▶ **Prompt**: Return all lines in the data where the string "rows" can be found.

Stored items
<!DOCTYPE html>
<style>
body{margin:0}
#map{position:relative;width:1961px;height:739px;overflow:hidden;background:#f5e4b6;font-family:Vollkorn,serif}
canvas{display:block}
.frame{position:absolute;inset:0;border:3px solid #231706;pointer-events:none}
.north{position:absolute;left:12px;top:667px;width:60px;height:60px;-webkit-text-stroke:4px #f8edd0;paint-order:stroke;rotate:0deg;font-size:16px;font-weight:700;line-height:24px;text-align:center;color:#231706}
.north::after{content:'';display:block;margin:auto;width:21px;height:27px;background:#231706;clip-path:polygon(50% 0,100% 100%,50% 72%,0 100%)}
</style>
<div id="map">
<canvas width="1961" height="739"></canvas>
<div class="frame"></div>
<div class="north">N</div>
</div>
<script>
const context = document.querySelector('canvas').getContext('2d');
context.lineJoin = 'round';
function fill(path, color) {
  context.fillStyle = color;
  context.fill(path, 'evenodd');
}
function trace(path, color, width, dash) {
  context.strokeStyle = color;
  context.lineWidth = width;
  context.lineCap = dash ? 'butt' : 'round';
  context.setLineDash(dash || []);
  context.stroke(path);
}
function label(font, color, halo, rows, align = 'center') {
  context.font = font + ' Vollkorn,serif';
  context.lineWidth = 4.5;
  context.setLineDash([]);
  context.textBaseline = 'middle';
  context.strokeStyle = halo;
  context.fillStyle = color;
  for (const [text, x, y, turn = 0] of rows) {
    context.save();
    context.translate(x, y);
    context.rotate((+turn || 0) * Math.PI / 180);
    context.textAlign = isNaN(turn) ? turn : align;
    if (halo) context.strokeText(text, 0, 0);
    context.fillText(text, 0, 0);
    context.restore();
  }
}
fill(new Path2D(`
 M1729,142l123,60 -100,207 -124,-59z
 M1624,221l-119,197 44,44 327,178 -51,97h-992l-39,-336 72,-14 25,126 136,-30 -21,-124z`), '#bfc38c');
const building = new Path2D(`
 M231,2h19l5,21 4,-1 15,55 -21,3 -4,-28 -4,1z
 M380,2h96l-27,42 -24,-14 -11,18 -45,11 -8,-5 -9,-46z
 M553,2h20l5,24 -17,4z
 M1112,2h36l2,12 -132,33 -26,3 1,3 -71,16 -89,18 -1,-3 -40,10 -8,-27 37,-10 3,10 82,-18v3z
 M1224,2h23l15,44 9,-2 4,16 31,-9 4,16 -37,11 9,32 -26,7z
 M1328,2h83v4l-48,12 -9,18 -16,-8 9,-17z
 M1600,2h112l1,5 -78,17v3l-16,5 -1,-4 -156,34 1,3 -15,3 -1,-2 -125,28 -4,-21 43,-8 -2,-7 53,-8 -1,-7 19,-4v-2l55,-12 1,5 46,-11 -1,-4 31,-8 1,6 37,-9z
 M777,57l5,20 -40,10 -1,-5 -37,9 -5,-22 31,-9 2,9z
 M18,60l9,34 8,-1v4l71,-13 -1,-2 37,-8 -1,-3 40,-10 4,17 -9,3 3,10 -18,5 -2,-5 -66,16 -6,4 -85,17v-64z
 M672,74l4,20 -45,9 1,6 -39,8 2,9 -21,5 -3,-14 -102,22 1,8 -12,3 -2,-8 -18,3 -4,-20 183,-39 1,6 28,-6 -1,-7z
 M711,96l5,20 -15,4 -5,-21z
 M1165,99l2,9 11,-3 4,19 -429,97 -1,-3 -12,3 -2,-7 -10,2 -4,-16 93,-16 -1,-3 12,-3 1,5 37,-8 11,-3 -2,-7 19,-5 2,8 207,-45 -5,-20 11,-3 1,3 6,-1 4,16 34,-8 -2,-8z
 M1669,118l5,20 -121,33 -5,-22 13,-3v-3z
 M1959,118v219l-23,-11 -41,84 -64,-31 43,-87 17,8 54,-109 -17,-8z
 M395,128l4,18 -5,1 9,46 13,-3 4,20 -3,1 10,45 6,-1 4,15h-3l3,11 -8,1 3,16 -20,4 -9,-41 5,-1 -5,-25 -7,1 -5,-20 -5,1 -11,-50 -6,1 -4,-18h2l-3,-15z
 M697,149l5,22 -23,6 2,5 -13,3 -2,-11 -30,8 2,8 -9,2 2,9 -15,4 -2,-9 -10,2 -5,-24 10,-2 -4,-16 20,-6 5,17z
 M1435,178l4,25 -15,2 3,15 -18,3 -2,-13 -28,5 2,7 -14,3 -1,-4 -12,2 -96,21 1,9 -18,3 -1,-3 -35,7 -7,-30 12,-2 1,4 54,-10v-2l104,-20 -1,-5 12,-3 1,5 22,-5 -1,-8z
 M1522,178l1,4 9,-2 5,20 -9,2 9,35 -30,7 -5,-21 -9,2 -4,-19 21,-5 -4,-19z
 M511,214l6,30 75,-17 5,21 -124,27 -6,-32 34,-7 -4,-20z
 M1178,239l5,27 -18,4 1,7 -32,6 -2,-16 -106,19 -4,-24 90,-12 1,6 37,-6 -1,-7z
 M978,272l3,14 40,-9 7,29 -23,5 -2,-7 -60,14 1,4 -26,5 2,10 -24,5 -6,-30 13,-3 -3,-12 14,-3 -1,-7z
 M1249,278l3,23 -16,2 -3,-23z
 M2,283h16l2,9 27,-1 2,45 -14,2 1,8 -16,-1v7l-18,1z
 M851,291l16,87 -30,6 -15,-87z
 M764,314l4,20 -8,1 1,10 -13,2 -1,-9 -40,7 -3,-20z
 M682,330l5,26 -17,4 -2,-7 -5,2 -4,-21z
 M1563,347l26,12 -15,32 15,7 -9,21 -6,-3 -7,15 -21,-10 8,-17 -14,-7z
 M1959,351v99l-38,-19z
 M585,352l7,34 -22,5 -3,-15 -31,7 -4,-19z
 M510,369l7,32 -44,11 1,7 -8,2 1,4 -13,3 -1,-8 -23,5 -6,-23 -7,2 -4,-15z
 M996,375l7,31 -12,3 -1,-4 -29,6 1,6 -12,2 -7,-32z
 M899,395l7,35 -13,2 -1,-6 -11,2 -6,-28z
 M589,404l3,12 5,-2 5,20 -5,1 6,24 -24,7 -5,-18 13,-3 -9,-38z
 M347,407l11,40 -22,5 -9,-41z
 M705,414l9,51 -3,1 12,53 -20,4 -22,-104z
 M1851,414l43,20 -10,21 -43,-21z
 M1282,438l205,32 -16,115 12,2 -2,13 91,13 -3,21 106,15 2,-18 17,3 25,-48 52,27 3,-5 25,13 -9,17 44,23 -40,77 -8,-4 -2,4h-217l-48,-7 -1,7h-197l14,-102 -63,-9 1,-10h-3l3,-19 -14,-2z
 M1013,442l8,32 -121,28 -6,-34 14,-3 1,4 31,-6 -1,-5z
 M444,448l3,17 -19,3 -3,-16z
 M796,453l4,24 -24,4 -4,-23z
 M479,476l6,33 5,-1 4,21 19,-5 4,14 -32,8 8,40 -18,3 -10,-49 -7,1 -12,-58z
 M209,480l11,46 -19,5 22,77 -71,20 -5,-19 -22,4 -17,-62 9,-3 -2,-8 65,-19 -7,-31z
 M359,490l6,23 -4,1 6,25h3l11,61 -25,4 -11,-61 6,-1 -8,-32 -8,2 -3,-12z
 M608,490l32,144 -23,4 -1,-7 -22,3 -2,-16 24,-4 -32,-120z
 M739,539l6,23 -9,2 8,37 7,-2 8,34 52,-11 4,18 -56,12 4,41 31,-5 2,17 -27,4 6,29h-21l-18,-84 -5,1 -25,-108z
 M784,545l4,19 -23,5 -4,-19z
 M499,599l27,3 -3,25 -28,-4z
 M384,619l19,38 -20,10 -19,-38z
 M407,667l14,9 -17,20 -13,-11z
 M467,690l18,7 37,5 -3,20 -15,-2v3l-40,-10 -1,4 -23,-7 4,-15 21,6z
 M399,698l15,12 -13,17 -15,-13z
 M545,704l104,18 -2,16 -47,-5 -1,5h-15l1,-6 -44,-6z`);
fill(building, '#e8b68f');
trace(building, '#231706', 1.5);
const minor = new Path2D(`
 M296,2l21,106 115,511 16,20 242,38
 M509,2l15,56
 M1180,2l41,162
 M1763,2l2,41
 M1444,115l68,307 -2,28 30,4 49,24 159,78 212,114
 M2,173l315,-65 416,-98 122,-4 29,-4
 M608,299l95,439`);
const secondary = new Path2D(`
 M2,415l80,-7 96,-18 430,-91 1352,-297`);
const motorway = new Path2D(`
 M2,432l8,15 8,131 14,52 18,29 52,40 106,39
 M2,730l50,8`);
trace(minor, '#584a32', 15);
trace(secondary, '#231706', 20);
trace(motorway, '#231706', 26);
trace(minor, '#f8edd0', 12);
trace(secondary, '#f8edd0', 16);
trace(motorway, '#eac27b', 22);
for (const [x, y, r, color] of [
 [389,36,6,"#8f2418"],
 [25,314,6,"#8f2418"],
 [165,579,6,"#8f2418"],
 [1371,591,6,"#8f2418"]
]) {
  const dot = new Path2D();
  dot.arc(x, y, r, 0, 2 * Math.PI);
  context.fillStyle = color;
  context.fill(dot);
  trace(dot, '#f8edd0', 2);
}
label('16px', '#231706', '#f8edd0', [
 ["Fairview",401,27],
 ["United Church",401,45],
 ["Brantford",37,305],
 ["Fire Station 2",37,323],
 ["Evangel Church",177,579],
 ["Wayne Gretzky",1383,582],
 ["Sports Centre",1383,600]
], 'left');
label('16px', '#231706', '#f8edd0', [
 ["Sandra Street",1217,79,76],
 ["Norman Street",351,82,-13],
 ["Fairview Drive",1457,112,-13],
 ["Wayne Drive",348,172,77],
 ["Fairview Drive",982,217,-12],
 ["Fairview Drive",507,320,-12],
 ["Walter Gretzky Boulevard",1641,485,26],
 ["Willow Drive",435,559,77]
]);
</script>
---
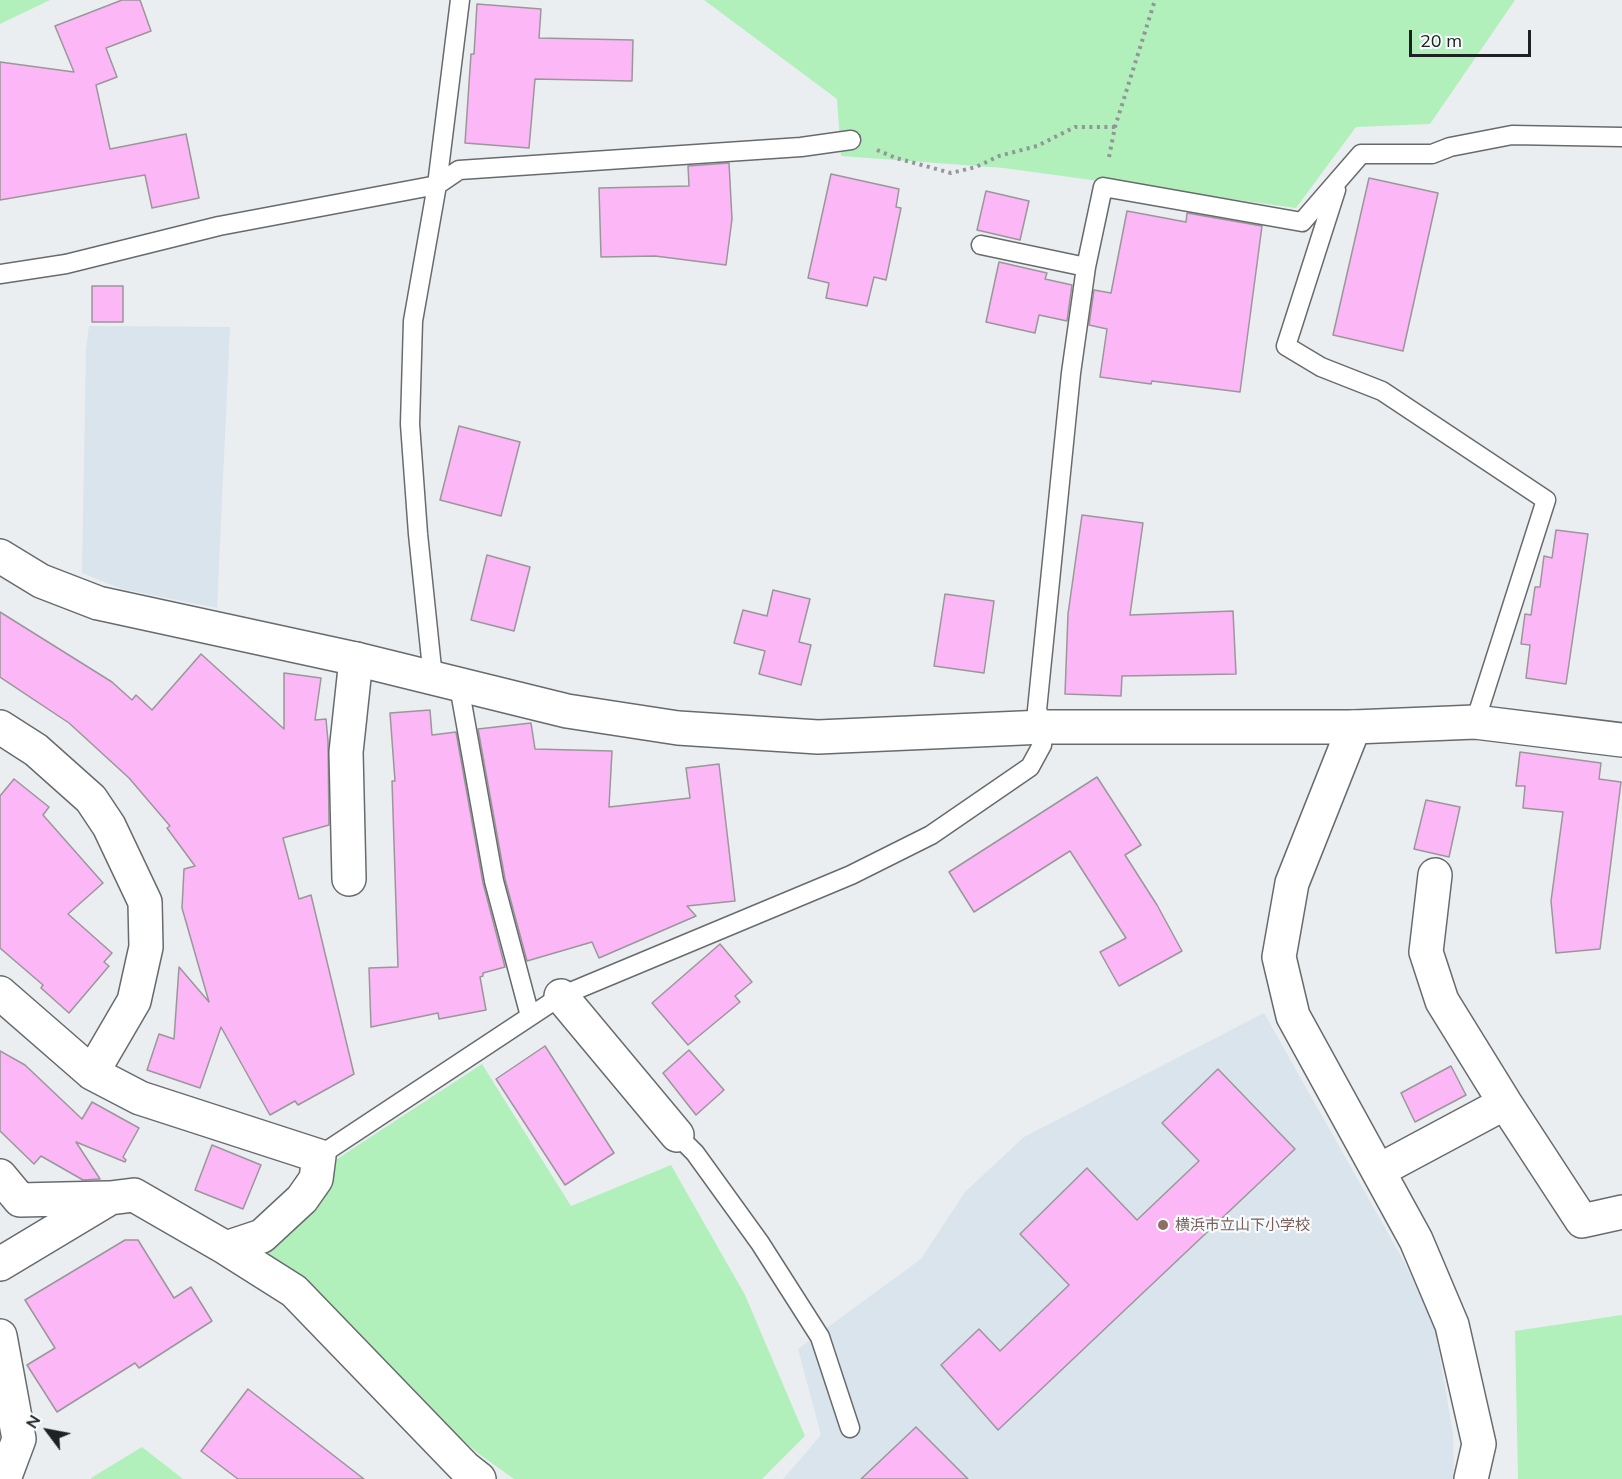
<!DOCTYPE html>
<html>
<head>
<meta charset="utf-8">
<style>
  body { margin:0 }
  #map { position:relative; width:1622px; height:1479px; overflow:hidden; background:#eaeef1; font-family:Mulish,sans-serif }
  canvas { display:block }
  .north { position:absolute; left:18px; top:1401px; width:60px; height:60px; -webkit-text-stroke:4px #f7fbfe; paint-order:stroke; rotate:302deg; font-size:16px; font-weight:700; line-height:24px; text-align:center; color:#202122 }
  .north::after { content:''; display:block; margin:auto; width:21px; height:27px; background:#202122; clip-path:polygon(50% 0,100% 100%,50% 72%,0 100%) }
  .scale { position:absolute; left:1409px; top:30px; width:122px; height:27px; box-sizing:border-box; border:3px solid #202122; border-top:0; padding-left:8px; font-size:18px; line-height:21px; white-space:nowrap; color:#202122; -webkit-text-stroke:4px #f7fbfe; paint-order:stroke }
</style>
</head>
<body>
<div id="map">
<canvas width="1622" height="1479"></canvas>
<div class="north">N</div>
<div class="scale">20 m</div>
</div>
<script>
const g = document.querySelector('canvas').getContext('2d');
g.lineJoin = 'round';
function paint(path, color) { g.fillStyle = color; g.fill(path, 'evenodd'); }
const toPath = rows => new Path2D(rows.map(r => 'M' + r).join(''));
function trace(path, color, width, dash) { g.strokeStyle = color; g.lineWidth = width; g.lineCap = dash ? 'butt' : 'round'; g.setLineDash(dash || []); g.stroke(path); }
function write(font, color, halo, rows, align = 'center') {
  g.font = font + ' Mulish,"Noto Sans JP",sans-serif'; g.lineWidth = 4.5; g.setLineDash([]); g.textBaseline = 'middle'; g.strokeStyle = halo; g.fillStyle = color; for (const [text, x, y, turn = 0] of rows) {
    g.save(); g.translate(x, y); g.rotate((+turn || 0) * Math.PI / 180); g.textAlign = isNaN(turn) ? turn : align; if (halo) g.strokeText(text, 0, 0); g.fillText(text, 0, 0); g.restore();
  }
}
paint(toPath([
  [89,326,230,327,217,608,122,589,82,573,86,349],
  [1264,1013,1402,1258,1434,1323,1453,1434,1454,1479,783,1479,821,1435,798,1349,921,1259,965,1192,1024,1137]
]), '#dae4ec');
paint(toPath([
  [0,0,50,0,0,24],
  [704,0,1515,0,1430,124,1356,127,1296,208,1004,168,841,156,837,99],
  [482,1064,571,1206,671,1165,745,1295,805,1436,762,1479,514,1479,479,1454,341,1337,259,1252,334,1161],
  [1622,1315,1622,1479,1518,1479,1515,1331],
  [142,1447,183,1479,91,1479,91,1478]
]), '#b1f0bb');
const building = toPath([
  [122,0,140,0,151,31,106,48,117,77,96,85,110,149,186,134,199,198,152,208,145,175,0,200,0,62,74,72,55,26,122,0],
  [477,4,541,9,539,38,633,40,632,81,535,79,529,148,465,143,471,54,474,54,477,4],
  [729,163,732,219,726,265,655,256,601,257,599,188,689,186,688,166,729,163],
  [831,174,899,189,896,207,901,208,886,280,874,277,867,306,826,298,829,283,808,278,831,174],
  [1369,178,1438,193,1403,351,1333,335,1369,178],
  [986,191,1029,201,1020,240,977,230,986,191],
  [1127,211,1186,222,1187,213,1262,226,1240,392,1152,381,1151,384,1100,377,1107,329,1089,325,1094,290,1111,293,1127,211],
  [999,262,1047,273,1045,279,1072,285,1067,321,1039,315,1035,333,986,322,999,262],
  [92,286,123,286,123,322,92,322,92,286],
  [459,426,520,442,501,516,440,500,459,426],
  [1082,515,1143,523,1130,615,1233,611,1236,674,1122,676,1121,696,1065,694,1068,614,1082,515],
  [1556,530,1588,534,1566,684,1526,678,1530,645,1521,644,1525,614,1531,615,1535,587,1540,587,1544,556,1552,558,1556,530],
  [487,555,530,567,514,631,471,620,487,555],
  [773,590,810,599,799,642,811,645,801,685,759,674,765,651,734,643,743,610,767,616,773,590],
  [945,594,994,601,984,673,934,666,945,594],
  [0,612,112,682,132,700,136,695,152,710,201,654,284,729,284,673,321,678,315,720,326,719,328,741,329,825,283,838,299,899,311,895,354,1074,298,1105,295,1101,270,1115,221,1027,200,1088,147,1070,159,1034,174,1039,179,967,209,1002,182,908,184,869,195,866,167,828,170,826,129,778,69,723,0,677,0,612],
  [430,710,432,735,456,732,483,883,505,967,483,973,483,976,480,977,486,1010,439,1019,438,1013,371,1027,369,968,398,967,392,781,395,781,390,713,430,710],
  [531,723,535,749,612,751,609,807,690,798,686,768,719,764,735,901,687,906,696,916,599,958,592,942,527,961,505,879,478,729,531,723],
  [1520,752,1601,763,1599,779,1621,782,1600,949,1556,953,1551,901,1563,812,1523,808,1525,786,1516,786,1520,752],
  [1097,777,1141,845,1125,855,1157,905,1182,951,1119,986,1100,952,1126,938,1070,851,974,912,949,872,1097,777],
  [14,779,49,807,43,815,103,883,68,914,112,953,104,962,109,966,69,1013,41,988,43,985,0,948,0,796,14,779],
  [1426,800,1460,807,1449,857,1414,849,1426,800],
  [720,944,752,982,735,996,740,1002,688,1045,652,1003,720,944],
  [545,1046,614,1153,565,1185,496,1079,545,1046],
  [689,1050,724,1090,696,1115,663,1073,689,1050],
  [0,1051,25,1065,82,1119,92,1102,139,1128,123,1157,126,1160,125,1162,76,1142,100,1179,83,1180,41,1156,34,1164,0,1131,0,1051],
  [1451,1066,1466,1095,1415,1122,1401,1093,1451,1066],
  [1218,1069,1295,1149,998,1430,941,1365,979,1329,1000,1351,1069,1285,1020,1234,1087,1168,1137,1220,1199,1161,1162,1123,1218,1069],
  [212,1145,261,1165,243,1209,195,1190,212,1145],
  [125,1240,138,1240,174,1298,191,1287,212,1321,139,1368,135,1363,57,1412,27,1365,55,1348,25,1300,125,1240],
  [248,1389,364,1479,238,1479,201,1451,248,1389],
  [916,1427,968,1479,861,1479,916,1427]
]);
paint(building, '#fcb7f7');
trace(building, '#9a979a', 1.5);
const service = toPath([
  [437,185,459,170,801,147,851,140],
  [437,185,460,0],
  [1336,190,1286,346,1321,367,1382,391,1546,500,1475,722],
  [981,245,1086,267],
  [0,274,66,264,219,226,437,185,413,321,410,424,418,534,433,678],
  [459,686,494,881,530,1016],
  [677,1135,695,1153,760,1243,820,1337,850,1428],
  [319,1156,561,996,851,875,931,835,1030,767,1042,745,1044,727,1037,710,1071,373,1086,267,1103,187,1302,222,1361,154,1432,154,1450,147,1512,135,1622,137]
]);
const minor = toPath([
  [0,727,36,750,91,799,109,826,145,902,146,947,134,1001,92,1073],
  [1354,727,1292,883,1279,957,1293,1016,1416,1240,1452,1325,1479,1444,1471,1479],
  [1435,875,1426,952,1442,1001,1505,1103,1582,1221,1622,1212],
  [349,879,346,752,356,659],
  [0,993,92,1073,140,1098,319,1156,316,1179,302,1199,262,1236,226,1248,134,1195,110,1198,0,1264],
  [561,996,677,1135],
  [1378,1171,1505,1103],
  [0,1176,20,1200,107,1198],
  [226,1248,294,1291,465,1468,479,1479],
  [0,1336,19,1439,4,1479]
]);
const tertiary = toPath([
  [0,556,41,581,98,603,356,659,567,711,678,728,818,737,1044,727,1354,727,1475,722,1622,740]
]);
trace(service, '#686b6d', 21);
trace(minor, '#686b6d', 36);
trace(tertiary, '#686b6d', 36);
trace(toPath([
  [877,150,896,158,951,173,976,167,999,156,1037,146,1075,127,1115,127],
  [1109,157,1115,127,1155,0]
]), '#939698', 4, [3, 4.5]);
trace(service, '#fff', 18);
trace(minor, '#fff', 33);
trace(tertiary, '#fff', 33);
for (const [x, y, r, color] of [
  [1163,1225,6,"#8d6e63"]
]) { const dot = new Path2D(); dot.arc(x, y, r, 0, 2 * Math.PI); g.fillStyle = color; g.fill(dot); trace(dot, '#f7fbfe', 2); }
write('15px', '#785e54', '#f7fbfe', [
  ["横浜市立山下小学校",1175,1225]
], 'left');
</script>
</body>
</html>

▶ **Answer to this task**:
function label(font, color, halo, rows, align = 'center') {
  for (const [text, x, y, turn = 0] of rows) {
const toPath = rows => new Path2D(rows.map(r => 'M' + r).join(''));
function write(font, color, halo, rows, align = 'center') {
  g.font = font + ' Mulish,"Noto Sans JP",sans-serif'; g.lineWidth = 4.5; g.setLineDash([]); g.textBaseline = 'middle'; g.strokeStyle = halo; g.fillStyle = color; for (const [text, x, y, turn = 0] of rows) {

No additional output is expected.